8. Strict schemas and structured outputs

There are two related but different schema uses:

  • function schema: constrains tool call arguments
  • output schema: constrains the final model answer

For function calling, strict: true makes the generated arguments follow the declared schema more reliably.

Strict function schemas should:

  • set additionalProperties: false
  • mark all object properties as required
  • represent optional values with a nullable type such as ["string", "null"]

For final JSON output in the Responses API, use text.format:

{
  "model": "model-id",
  "input": "Extract the paper title and method name.",
  "text": {
    "format": {
      "type": "json_schema",
      "name": "paper_summary",
      "strict": true,
      "schema": {
        "type": "object",
        "properties": {
          "title": {
            "type": "string"
          },
          "method": {
            "type": "string"
          }
        },
        "required": ["title", "method"],
        "additionalProperties": false
      }
    }
  }
}

Use this when downstream code expects a stable JSON object instead of free-form prose.


9. Conversation state

Each request can be treated as stateless unless you deliberately provide state.

There are three common patterns.

9.1 Manual history

Send previous user and assistant turns again:

{
  "model": "model-id",
  "input": [
    {
      "role": "user",
      "content": "Explain RAG."
    },
    {
      "role": "assistant",
      "content": "RAG retrieves evidence before generation."
    },
    {
      "role": "user",
      "content": "Now compare it with tool calling."
    }
  ]
}

This is explicit and portable, but the application must manage context length.

9.2 Previous response chaining

Use previous_response_id when you want the platform to link the new turn to an earlier response:

{
  "model": "model-id",
  "previous_response_id": "resp_123",
  "input": "Continue with an example."
}

9.3 Conversation object

Use a conversation object when the application wants a longer-lived server-side state container.
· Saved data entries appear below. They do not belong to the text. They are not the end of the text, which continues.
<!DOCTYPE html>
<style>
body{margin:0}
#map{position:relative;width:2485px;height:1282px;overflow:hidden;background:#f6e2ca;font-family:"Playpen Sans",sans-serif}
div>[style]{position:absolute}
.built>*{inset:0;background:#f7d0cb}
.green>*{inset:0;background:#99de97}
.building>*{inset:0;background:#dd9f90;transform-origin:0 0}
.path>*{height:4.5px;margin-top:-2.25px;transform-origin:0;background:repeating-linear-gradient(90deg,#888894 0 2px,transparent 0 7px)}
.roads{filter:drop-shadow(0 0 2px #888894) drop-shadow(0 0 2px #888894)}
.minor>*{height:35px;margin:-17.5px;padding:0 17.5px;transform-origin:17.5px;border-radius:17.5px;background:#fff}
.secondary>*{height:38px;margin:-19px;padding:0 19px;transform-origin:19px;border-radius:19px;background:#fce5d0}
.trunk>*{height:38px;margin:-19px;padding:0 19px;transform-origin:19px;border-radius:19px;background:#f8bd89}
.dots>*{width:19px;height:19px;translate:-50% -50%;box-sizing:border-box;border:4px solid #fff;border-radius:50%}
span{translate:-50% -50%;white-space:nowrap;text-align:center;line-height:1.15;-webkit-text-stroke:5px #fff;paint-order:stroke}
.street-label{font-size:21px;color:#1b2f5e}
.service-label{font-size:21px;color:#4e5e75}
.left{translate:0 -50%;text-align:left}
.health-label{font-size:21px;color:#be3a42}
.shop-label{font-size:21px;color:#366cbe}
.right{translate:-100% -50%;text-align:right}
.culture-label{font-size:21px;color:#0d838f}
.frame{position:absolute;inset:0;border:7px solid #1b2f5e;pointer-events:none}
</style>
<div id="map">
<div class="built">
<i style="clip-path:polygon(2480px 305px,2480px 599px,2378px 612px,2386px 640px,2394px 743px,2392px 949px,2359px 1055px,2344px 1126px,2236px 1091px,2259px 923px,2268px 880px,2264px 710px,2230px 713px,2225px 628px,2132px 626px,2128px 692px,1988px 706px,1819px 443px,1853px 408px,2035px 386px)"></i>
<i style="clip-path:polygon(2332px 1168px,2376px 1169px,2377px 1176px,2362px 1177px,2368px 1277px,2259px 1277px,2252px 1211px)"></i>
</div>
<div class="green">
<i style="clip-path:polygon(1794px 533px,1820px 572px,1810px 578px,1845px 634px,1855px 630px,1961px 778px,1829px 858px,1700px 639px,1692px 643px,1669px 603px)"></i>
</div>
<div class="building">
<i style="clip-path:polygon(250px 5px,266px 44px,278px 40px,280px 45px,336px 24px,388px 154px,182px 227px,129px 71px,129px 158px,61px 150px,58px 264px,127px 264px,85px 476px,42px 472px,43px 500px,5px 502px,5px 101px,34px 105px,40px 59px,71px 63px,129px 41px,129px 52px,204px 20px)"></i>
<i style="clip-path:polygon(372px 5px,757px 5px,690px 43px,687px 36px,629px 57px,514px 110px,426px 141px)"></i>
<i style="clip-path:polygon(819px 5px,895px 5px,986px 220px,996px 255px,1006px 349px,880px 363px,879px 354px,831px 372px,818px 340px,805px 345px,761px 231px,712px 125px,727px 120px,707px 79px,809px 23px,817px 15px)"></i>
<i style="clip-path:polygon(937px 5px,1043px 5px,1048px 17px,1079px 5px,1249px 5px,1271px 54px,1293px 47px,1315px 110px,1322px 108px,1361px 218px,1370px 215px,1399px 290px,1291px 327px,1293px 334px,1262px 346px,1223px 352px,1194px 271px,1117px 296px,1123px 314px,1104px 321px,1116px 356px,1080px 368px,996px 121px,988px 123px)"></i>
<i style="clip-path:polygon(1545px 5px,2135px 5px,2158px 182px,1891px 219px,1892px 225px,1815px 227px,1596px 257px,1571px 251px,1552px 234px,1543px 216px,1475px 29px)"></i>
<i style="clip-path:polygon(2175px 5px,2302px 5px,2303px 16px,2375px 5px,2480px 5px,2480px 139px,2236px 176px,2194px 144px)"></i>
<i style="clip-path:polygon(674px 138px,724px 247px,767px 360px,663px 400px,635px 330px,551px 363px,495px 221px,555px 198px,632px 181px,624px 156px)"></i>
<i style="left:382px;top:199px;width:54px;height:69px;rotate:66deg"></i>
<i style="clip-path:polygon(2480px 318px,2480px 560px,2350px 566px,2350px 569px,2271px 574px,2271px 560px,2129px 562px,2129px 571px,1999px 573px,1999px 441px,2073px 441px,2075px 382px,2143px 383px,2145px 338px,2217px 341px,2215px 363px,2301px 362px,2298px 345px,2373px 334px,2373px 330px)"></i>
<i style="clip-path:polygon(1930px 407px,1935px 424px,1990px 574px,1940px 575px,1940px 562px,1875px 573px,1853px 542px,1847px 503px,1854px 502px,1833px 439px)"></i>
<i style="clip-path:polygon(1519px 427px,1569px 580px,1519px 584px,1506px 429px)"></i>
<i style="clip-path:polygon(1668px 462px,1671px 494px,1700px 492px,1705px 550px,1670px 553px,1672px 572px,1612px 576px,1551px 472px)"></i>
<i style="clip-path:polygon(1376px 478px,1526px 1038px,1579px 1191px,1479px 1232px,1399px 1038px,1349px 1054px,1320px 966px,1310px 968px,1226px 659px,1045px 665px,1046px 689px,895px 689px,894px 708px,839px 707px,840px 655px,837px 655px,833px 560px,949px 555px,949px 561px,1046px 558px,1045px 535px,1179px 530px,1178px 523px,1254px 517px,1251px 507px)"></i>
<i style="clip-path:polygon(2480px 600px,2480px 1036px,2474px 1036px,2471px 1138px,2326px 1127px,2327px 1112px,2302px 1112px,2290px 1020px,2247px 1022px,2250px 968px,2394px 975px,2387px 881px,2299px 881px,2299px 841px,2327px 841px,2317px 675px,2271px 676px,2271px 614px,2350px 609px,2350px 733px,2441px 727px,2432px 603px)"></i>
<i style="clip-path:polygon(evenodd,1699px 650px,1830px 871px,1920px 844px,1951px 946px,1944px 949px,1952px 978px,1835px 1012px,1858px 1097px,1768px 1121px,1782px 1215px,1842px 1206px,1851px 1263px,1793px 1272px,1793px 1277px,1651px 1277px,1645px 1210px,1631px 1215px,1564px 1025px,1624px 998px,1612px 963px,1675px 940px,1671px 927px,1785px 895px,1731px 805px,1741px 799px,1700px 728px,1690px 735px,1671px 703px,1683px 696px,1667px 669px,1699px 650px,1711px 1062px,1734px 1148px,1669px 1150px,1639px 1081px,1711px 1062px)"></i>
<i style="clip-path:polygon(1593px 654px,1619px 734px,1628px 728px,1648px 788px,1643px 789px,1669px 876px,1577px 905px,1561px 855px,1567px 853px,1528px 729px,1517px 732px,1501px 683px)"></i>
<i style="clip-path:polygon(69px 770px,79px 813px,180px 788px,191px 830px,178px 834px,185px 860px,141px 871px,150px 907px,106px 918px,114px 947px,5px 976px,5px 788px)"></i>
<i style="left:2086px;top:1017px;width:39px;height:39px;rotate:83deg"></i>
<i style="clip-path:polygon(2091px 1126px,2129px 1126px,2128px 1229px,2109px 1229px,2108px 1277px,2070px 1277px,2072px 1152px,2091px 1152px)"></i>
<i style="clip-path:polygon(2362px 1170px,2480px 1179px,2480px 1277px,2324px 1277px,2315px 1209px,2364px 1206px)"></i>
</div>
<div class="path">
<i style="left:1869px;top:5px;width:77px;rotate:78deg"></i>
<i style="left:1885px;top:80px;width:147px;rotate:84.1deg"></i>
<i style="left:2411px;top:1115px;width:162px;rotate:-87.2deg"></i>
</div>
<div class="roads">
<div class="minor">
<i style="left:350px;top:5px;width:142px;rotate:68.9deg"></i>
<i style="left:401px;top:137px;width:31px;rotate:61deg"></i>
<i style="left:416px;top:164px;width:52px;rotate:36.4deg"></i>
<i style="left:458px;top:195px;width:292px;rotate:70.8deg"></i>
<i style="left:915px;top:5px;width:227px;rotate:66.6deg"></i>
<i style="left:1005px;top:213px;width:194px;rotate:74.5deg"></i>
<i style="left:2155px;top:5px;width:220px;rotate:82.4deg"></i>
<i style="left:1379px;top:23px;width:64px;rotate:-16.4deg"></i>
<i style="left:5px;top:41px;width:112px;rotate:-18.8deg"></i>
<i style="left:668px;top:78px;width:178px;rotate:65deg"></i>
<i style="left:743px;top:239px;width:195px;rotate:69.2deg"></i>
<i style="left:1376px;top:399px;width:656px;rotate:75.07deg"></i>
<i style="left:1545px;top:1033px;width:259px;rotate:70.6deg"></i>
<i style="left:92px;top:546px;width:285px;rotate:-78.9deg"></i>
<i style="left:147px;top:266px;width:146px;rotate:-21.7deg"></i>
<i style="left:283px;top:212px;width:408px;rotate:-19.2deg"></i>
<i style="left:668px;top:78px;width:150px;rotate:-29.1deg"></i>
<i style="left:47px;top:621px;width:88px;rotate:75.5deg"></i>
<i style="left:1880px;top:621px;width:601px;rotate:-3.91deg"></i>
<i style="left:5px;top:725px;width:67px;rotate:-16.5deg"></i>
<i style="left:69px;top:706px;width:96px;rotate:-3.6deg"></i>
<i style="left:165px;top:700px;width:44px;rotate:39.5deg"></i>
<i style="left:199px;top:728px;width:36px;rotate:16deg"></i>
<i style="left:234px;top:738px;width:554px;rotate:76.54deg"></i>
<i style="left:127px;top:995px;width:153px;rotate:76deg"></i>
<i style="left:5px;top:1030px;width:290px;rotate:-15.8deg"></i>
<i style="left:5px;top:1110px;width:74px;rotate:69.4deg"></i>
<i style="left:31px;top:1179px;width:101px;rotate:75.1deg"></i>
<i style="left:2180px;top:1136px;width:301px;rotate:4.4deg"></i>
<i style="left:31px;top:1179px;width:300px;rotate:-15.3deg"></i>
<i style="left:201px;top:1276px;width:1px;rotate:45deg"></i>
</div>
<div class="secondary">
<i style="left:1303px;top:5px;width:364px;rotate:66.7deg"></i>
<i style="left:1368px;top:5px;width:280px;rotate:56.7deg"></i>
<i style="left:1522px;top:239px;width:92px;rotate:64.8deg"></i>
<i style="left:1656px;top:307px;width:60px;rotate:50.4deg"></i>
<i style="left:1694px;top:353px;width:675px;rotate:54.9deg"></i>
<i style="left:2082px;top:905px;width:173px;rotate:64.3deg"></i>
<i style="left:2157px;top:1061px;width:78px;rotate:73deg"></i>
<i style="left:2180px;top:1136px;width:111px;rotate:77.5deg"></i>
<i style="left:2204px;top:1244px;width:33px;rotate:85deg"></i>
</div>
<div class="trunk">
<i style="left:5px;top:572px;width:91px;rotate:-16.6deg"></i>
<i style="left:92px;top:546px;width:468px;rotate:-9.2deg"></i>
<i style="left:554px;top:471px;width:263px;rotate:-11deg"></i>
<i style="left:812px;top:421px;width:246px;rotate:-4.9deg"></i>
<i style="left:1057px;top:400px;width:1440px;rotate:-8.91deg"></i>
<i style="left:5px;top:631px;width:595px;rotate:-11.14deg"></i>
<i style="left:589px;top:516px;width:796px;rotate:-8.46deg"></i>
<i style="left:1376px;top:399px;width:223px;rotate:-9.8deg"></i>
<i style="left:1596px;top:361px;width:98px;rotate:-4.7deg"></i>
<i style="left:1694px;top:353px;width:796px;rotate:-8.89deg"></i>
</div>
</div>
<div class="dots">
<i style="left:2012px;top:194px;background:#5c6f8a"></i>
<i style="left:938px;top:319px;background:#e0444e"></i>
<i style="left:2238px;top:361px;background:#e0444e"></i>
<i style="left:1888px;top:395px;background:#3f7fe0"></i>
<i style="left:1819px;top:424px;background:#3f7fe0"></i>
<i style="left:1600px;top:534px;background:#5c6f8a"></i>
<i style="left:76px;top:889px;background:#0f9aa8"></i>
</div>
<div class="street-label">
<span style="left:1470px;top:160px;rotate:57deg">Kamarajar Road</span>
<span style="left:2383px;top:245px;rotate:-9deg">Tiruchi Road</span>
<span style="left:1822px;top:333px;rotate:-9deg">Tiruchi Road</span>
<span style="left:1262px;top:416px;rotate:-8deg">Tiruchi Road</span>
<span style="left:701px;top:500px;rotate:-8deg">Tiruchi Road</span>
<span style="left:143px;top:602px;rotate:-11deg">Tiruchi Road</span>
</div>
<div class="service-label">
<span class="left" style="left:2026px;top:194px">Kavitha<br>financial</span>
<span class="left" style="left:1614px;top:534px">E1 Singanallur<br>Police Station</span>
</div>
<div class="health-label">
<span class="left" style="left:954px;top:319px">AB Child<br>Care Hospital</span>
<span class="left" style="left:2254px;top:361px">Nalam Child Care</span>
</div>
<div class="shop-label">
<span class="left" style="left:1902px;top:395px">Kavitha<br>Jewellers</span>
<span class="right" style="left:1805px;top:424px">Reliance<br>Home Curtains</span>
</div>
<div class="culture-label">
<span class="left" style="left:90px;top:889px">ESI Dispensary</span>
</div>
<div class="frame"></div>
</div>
The main engineering question is:

Should state live in my application database, or should I delegate part of it to the API?

Manual history gives maximum control. Server-side state reduces request payload management.


10. Streaming format

Without streaming, the application waits for a complete response object.

With streaming, the API returns incremental events:

{
  "model": "model-id",
  "input": "Draft a short outline.",
  "stream": true
}

Streaming changes the application logic:

  • render partial text as deltas arrive
  • watch for tool call argument deltas
  • assemble final output from events
  • handle interruption, retry, and partial state carefully

Use streaming for user experience or long-running tool interactions, not because the underlying task is simpler.


11. Common implementation mistakes

The most common mistakes are:

  • treating response.output as if it were always plain text
  • mixing Responses function schema with Chat Completions function schema
  • forgetting to send function_call_output with the matching call_id
  • validating final text as JSON without using a structured output schema
  • putting API keys in frontend code
  • dropping previous reasoning or tool-call items during multi-step tool loops
  • assuming a model never emits multiple output items

A robust parser should switch on type and handle unknown future item types defensively.


12. Practical mental model

Use this mapping:

  • model: which model should run
  • instructions: how the model should behave
  • input or messages: what context the model sees
  • tools: what actions the model may request
  • tool_choice: whether tool use is forbidden, allowed, required, or constrained
  • text.format: what shape final text should follow
  • output: what the model actually produced
  • call_id: how a tool result links back to a tool request
  • usage: how many tokens were consumed

The shortest useful summary:

Responses API is item-based. Chat Completions is message-based. Function calling is a structured request from the model, not the execution of the function itself.